Thanks…I’m glad you made this message board, and I’m finally able to speak to people again who don’t treat me like I’m crazy or annoying by expressing how much I love this band.
Today really sucked…I totally bombed a job interview this morning. It was made on short notice at five yesterday afternoon, and I don’t get home from work until after midnight. The interview was at 9:30 am. It was by phone, so I didn’t have to actually go anywhere at least, but even though I had prepared as much as possible in so short a time I still bombed it. I was all ready to talk all about what I know about sales (it was a marketing position) but she asked me really mundane questions at first that should have been easy to answer but instead just totally threw me off. Stuff like “where and how did you grow up?” and “what do you do in your spare time?” I mean I had to fabricate lies on the spot for some of these questions, and meanwhile in my head I’m shouting JUST ASK ME WHAT I KNOW ABOUT SALES. It didn’t help at all that I have terrible anxiety when speaking on the phone, because I have PTSD, and it freaks me out when I can’t get a good read on someone via nonverbal cues, body language, etc.

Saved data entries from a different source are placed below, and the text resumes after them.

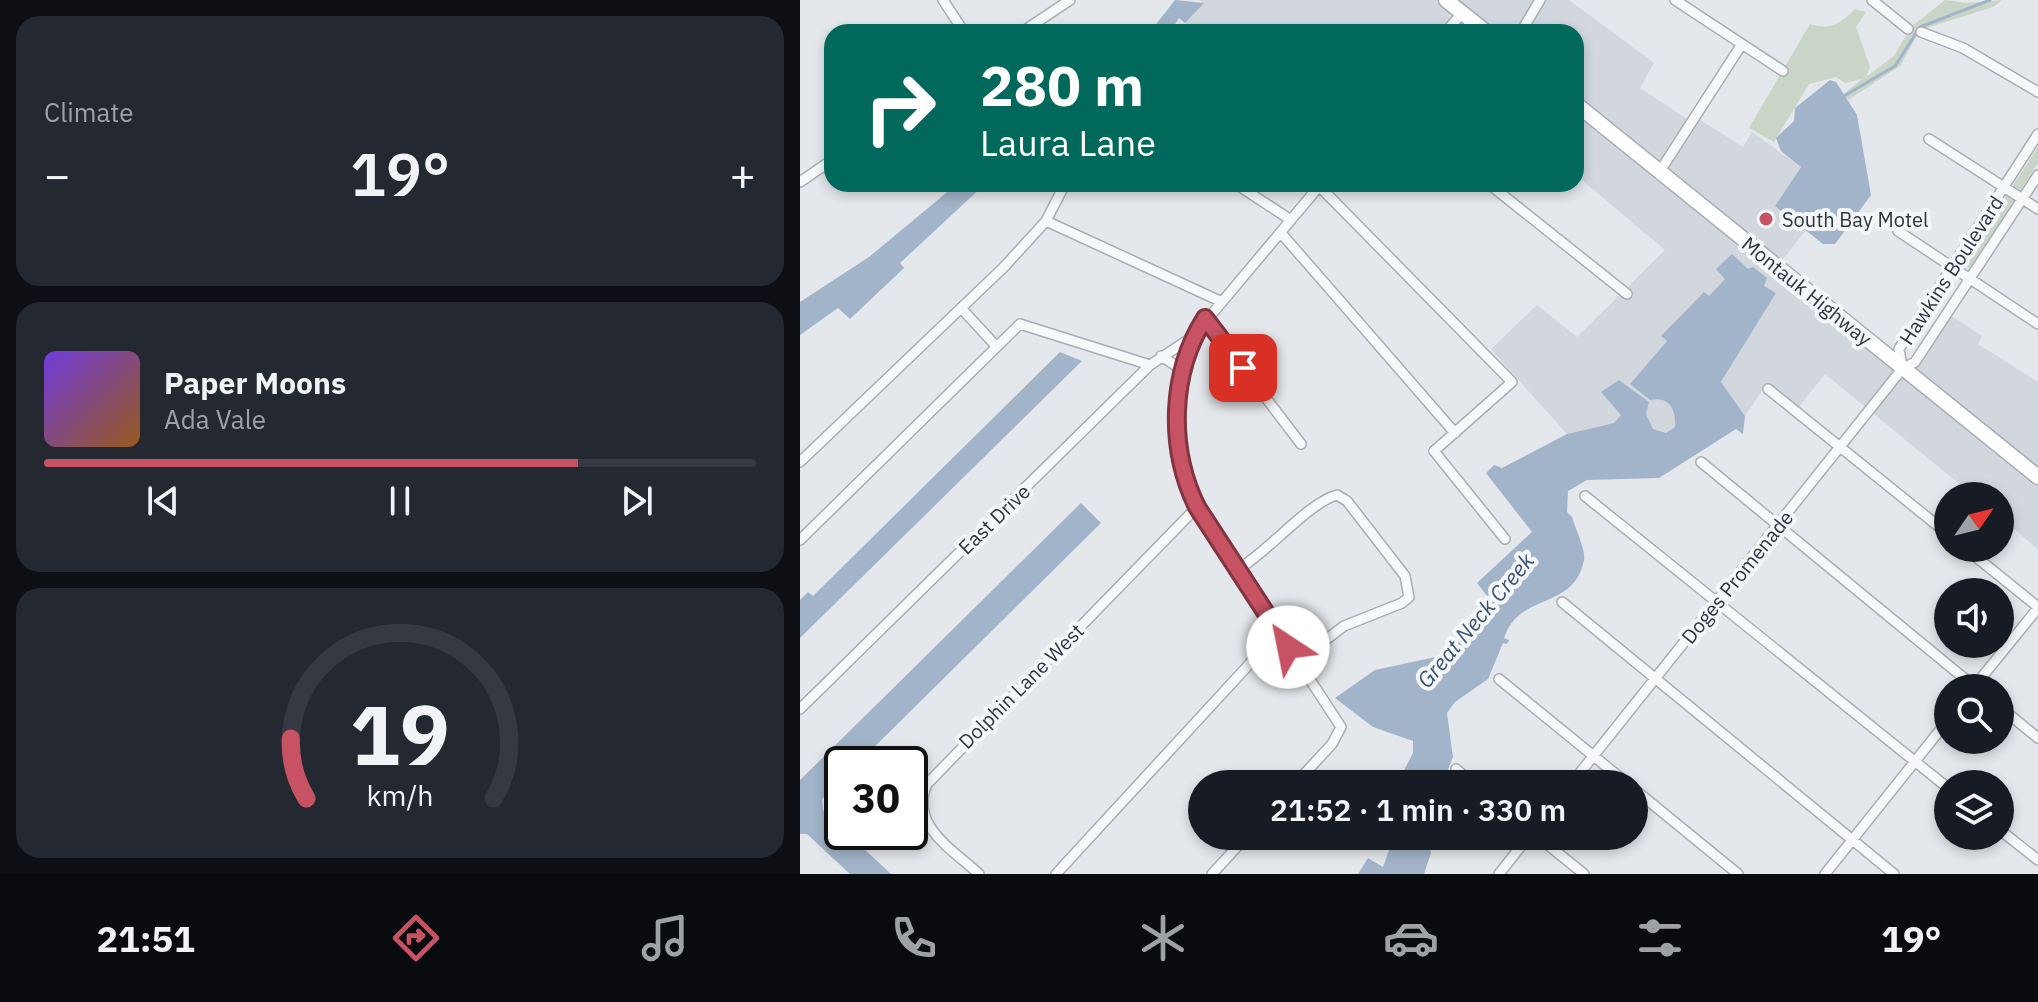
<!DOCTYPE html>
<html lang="en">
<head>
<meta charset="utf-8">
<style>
	body { margin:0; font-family:"IBM Plex Sans",sans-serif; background:#242831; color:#f1f3f6; height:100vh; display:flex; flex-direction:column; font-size:30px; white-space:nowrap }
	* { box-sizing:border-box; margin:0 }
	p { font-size:26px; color:#9ea1a6 }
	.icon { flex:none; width:44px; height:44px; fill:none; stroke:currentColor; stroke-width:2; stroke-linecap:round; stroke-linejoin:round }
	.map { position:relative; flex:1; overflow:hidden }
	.details { display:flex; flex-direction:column; gap:16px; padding:16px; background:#0d0f14; width:800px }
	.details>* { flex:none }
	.top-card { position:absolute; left:24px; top:24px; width:760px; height:168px; border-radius:24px; box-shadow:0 4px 12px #0003; background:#00695c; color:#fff; overflow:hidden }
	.needle { width:52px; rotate:55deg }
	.buttons { position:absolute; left:1134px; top:482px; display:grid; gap:16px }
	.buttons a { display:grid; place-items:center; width:80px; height:80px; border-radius:50%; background:#171b24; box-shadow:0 4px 12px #0003; font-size:40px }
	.speed { position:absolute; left:24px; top:746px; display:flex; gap:16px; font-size:40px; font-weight:700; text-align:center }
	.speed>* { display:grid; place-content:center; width:104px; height:104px; border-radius:50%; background:#171b24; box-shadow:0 4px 12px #0003; line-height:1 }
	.speed .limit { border:4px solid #111; border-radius:12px; background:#fff; color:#111 }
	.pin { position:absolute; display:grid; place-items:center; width:68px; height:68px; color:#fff; margin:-34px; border-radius:16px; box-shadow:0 4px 12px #0006 }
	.me { position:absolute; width:88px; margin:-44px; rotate:326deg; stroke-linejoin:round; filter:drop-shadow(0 0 6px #0008) }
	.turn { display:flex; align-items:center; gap:28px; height:168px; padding:0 24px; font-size:36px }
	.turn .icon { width:104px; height:104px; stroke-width:2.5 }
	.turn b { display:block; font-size:56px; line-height:68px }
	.big { font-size:60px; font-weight:600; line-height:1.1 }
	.details .widget { flex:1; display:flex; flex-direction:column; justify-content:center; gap:12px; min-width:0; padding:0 28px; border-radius:24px; background:#242831 }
	.details .dial { align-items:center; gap:0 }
	.dial svg { height:208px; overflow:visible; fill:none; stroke:#363941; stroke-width:7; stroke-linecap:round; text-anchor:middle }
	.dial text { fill:#f1f3f6; stroke:none }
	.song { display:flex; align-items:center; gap:24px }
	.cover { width:96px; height:96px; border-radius:12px; background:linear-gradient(135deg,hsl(260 70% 55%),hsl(30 70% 35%)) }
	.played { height:8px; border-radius:4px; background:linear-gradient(90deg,#c75263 75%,#363941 75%) }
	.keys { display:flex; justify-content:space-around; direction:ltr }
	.heat { display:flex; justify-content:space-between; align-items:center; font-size:44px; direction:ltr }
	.trip { position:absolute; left:388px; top:770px; width:460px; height:80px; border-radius:40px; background:#171b24; box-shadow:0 4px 12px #0003; font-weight:600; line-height:80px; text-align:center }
	.dock { display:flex; height:128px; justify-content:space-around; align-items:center; background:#090b0e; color:#9ea1a6 }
	.dock .icon { width:56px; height:56px }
	.dock .current { color:#c75263 }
	.dock b { font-size:36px; color:#f1f3f6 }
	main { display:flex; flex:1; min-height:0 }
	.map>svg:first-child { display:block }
	.built { fill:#d2d6dd }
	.green { fill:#c9d5c6 }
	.water { fill:#a2b4c9 }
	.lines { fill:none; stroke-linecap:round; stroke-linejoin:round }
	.stream { stroke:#a2b4c9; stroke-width:3 }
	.minor-casing { stroke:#a9aeb5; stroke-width:12 }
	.primary-casing { stroke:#a4abb6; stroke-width:17 }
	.minor { stroke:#f7f8fa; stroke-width:9 }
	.primary { stroke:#fff; stroke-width:14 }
	.route-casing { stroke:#813540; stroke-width:20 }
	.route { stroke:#c75263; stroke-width:14 }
	.poi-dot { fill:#c75263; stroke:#f4f6f8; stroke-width:3 }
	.labels { text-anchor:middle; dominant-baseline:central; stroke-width:8; stroke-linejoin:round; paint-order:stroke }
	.poi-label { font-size:20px; fill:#2d3543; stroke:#f4f6f8; text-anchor:start }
	.street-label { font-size:20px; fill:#2d3543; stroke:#f4f6f8 }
	.water-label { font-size:22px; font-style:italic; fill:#395375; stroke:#f4f6f8 }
</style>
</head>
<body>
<main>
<section class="details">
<div class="widget"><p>Climate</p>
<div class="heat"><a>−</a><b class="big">19°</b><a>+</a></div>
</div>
<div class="widget">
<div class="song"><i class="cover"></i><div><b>Paper Moons</b><p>Ada Vale</p></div></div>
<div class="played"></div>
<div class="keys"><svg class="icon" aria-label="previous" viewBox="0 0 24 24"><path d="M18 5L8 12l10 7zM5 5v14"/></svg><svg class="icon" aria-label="pause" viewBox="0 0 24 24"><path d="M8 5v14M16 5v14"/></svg><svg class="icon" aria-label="next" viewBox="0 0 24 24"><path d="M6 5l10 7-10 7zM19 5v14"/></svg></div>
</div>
<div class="widget dial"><svg viewBox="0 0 100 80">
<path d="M14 69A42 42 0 1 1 86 69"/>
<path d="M14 69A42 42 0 0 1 8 46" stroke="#c75263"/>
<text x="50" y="56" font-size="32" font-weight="700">19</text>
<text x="50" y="72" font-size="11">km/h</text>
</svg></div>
</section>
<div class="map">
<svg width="1238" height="874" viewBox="0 0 1238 874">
	<rect width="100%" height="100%" fill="#e4e7eb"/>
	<path class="built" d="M 400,0 L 769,0 L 854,63 L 840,88 L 893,123 L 897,118 L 943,147 L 952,132 L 1001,167 L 975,206 L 1006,230 L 976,268 L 1109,377 L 1150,315 L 1182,336 L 1178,344 L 1238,382 L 1238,549 L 1200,517 L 1200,496 L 1174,496 L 1025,374 L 998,408 L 967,383 L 945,416 L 921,382 L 976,293 L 964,286 L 967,279 L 949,269 L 926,279 L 909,297 L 904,292 L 862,336 L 867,341 L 831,383 L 870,403 L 876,413 L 875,427 L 866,433 L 853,429 L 846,414 L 848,402 L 819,380 L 822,415 L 814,423 L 767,434 L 691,349 L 737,305 L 777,337 L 865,250 L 776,175 L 776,32 L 398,32 L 385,23 L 403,3 Z"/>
	<path class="green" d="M 1145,0 L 1167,3 L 1202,0 L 1193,7 L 1120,30 L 1100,66 L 1048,100 L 1044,94 L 1062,79 L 1045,83 L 1036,77 L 1009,84 L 974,142 L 949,128 L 1010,24 C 1031,30 1040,24 1055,9 L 1066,12 L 1056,27 L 1070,67 L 1066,77 L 1094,56 L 1111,27 Z
		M 1238,147 L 1238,163 L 1170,269 L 1163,263 Z"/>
	<path class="water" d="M 375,0 L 404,3 L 385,23 L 379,18 L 370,32 L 350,32 Z
		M 1030,80 L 1036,82 L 1057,115 L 1071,195 L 1035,244 L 1023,244 L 975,206 L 1001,167 L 981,151 L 976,138 L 994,121 L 995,108 Z
		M 157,184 L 185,184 L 100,263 L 104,268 L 50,319 L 38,308 L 0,335 L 0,302 L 69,257 Z
		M 932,254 L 948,269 L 953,267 L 967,278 L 964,286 L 976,293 L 921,382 L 945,416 L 943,434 L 936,429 L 859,478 L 787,480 L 768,491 L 767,512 L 772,517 C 775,528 786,550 784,560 C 774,611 720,591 704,638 L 709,640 L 707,644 L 703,643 L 688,679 L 655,702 L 647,713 L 653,757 L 642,784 L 597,784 L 613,753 L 613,741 L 573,727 L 535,698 L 575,670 L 640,656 L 688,597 L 677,583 L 732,532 L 686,473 L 694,465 L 702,468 L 767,434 L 814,423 L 821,415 L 801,392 L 819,380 L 849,402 L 846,414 L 853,429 L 866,433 L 875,427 C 876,410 870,396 850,400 L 830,384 L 867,341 L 861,336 L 904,292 L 909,296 L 925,279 L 916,269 Z
		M 260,352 L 282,361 L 0,638 L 0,600 L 8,592 L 13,596 Z
		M 281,503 L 301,523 L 57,764 L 42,764 L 42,779 L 22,799 L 23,810 L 42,832 L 46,832 L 91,874 L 50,874 L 7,834 L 0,834 L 0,780 Z
		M 594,836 L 628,836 L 631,853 L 624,874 L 558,874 L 568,858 L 583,867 Z"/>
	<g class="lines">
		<path class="stream" d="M 1044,96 L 1095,66 L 1120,27 L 1190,0"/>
		<g class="minor-casing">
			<path id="minor" d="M 143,0 L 164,32
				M 875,0 L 983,71
				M 1072,0 L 1108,29
				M 222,32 L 270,0
				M 646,32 L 662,13
				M 721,32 L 740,0
				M 1121,32 L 1163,48 L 1238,92
				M 1129,139 L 1238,209
				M 860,171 L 942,44
				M 0,182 L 32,160
				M 436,184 L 491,220
				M 689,184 L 827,294
				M 519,186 L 712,382 L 634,451 L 705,539
				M 246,221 L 420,301
				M 1098,231 L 1238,324
				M 481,233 L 655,433
				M 162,309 L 196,346
				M 405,318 L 501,444
				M 361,356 L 381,369
				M 1102,366 L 1099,349 L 1238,134
				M 968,389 L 1148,534
				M 0,462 L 204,267 L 246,221 L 265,184
				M 901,462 L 1176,688
				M 785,496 L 1148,788
				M 0,540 L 220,324 L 350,365
				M 1165,548 L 1238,607
				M 437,570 C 468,552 508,503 537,495 L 547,501 L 605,576 L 609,597 L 602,603 L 544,626 L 498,661
				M 762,602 L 1094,874
				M 699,679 L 828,784
				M 1173,688 L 1238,608
				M 1200,707 L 1238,738
				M 0,709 L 350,365 L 394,336
				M 656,769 L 674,784
				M 495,784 L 532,744 L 541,727 L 397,507 L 383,469 L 378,414 L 382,365 L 396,333 L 521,184
				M 771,784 L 1102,369 L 1115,362 L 1238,175
				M 834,789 L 938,874
				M 1200,830 L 1238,860
				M 737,836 L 784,874
				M 179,874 C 152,849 109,825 127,784 L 397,507
				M 256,874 L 478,633
				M 412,874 L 447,836
				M 699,874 L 729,836
				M 1025,874 L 1148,720"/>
		</g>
		<g class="primary-casing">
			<path id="primary" d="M 646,0 L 686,32
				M 776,104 L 1238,477"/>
		</g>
		<use href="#minor" class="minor"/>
		<use href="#primary" class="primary"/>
	</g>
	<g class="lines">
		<g class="route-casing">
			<path id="route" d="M 443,368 L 405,318 C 370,373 368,448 397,507 L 488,647"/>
		</g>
		<use href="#route" class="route"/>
	</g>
	<circle class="poi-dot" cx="966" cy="219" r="8"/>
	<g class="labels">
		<g class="poi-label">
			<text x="982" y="219">South Bay Motel</text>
		</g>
		<g class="street-label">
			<text transform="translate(1151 270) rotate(-57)">Hawkins Boulevard</text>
			<text transform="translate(1007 291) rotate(39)">Montauk Highway</text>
			<text transform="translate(194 519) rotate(-44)">East Drive</text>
			<text transform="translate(937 577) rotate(-51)">Doges Promenade</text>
			<text transform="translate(221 686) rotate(-45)">Dolphin Lane West</text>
		</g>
		<g class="water-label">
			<text transform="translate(675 620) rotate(-50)">Great Neck Creek</text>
		</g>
	</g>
</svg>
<div class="buttons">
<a><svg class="needle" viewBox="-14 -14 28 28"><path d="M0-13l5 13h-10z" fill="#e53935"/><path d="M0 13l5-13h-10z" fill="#9ea1a6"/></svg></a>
<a><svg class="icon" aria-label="sound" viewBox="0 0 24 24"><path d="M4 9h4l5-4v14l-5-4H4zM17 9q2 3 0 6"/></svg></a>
<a><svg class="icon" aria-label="search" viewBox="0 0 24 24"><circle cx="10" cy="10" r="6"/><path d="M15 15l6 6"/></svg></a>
<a><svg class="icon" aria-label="layers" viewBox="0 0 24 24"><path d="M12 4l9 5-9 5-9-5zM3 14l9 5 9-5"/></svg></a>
</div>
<div class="speed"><div class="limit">30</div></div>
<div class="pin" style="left:443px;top:368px;background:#d93025"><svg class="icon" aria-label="arrive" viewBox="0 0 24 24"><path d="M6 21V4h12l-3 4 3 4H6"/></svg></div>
<svg class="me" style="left:488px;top:647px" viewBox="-20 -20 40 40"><circle r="19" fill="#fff"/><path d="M0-13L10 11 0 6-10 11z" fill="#c75263"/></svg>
<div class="trip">21:52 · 1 min · 330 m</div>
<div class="top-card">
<div class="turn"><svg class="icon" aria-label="right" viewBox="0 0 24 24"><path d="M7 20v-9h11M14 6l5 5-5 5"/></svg><div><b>280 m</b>Laura Lane</div></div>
</div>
</div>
</main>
<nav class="dock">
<b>21:51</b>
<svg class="icon current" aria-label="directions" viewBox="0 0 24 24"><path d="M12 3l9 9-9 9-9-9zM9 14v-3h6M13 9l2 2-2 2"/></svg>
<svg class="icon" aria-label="music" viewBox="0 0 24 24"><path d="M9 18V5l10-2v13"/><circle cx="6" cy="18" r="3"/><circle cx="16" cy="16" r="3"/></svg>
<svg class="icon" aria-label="phone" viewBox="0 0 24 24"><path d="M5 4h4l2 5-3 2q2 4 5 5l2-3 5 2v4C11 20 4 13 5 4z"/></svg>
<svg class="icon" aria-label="climate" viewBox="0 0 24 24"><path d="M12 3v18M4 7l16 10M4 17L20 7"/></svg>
<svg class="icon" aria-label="car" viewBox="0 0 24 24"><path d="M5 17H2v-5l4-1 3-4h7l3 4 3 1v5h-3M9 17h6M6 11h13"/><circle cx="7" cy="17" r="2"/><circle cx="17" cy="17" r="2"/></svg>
<svg class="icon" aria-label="filters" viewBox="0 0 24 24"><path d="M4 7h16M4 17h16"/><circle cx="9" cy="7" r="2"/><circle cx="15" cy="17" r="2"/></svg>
<b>19°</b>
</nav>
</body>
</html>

So I’ve been pretty depressed today, angry at myself that I couldn’t just do the damn thing without coming across as stupid or rude. I really, really need a job that pays me enough. And I know that I took myself right out of any consideration because I just couldn’t keep it together and answer questions in a calm and logical way. I start floundering and saying “uuhhh” a lot, it’s terrible. In person I’ve been told I’m well-spoken. Over the phone is another story entirely.
Of course, my boys been helping again, even if it’s just a small way. Very few things make me happy, but AFI is one…
Sorry for the word vomit. I usually don’t share anything personal about myself with anyone because everyone has used it against me at some point or another in the past. I’ll quit hijacking the thread now.
Hey! Keep your head up. I know how that is with interviews. I usually have to spend a day rehearsing with about 200 questions I’ve come up with myself. Forget when I have meetings; thankfully my boss knows I have severe anxiety, so she has a tendency to let me be and ask me questions privately. It’s the reason I got into academia. For the most part, I can hide in libraries and do research; I really only have to teach two days a week, so only two days a week of socialization. LOL.
But, seriously, if you ever want to vent, you can do that here. Or you can come find me on Twitter (same username), Insta (same username), Tumblr (bellandpuck), or Facebook (ask me to DM you here, and I’ll tell you how to find me).
And I’m glad AFI can help a bit. They’ve also always been a constant for me, as I’m sure they have been for most, if not all, of us here.
Hang in there!
Nice. Still haven’t pulled the trigger on All Hallow’s yet.
Yeah, I have been waiting for years to land this one, seems like these rarer items don’t come around too often anymore…on eBay or Discogs. I really want the original 1st pink pressing of Eddies Picnic…I’d pay good money for one of them. Have you gotten anything new lately?